(Work instructions)
Lines containing the word "direction" in the data below: say how many, with no other text.

(Provided data)
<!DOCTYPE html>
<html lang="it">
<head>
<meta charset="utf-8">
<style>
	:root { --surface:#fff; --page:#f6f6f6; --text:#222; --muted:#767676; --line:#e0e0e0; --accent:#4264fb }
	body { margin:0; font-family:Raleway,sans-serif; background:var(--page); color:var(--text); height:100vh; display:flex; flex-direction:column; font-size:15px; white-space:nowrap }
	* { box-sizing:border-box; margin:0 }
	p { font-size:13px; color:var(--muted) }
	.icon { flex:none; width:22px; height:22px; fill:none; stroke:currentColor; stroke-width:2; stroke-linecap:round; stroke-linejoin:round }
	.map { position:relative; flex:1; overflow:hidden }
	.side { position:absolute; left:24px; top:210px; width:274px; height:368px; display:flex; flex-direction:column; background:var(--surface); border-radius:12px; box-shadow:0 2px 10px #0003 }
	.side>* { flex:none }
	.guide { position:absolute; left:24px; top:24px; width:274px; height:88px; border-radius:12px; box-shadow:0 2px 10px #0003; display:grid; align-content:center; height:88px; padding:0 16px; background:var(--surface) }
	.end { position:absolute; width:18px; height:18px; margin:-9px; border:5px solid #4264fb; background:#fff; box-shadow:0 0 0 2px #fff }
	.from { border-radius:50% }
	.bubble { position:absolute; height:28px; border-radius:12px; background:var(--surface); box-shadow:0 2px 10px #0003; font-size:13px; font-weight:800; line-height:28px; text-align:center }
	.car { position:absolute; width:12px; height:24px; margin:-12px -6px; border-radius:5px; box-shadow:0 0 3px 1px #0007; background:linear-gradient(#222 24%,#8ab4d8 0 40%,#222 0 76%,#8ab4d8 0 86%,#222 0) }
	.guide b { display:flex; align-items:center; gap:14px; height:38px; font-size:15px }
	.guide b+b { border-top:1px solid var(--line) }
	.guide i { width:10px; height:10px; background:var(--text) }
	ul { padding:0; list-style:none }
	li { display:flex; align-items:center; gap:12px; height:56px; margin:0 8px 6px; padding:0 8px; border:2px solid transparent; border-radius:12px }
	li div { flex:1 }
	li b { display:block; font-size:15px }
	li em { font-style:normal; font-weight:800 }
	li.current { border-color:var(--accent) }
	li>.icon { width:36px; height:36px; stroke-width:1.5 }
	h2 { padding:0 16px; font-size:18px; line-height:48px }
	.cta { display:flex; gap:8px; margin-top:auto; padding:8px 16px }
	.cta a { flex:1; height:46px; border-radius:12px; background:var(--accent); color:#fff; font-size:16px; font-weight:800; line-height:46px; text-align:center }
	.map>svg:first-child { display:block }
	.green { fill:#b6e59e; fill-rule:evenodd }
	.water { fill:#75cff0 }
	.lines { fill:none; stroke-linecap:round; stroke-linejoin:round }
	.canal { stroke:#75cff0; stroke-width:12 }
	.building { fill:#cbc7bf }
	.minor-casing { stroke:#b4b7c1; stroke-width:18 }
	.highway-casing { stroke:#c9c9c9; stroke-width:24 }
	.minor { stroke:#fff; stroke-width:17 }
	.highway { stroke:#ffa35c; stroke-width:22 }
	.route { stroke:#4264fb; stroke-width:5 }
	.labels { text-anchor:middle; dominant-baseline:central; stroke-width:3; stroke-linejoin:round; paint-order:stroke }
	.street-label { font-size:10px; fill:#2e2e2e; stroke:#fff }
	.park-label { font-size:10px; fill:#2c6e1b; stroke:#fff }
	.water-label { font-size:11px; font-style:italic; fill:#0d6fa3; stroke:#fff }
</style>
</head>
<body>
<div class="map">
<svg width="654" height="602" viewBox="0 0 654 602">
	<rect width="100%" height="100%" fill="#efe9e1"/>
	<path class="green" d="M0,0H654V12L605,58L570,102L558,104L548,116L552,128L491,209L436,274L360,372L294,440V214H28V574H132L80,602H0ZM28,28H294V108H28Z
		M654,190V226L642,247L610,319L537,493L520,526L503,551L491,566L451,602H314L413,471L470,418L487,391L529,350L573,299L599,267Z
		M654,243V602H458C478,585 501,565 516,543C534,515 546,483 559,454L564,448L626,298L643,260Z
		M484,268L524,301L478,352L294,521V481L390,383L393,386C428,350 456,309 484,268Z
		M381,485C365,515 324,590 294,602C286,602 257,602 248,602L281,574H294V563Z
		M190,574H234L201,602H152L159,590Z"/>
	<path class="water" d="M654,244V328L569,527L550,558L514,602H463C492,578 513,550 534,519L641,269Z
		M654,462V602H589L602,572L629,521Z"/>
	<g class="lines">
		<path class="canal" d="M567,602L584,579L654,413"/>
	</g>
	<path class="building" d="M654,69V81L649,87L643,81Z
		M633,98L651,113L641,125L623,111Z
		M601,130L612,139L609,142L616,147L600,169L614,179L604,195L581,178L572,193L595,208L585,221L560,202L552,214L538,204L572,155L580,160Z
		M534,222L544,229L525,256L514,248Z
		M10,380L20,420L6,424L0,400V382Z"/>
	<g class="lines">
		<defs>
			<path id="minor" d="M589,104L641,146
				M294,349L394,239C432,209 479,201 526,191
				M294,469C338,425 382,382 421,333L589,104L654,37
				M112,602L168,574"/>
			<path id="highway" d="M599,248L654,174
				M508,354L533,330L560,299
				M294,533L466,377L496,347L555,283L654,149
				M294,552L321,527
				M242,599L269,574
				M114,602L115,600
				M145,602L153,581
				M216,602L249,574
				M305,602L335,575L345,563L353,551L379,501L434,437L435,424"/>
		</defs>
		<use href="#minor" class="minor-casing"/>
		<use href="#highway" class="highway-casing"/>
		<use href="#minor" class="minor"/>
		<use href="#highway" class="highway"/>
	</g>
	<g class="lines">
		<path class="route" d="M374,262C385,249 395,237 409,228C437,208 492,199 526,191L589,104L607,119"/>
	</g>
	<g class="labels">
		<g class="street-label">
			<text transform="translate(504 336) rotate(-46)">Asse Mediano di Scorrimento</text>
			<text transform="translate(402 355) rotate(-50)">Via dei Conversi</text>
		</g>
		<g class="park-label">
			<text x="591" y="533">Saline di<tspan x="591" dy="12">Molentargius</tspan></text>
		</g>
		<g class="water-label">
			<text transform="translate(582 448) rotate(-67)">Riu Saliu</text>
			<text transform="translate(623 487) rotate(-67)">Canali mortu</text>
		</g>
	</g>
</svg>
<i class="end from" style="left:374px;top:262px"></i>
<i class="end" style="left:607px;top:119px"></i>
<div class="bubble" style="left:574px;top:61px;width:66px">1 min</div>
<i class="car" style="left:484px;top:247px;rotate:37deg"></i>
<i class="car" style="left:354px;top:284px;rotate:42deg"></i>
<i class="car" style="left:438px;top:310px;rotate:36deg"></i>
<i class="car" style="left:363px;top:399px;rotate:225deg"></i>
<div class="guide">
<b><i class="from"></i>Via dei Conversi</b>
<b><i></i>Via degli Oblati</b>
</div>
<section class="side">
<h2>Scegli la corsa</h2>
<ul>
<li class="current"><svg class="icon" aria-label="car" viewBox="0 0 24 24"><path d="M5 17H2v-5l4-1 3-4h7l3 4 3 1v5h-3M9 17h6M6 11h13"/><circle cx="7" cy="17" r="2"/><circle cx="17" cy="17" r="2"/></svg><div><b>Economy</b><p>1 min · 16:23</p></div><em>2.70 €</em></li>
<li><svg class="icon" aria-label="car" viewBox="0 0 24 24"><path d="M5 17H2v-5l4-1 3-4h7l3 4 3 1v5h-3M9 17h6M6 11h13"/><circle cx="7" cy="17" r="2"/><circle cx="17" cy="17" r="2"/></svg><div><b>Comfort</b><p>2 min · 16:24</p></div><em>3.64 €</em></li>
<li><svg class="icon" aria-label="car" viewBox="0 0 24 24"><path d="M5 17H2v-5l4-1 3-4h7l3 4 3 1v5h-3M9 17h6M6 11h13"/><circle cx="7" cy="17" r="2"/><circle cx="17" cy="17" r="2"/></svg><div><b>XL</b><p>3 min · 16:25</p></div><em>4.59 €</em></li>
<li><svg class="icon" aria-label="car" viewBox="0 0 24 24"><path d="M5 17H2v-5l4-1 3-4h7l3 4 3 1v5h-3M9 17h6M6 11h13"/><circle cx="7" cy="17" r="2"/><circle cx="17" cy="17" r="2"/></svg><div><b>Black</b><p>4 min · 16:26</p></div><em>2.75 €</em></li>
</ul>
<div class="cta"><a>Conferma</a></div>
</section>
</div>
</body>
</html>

(Exercise output)
2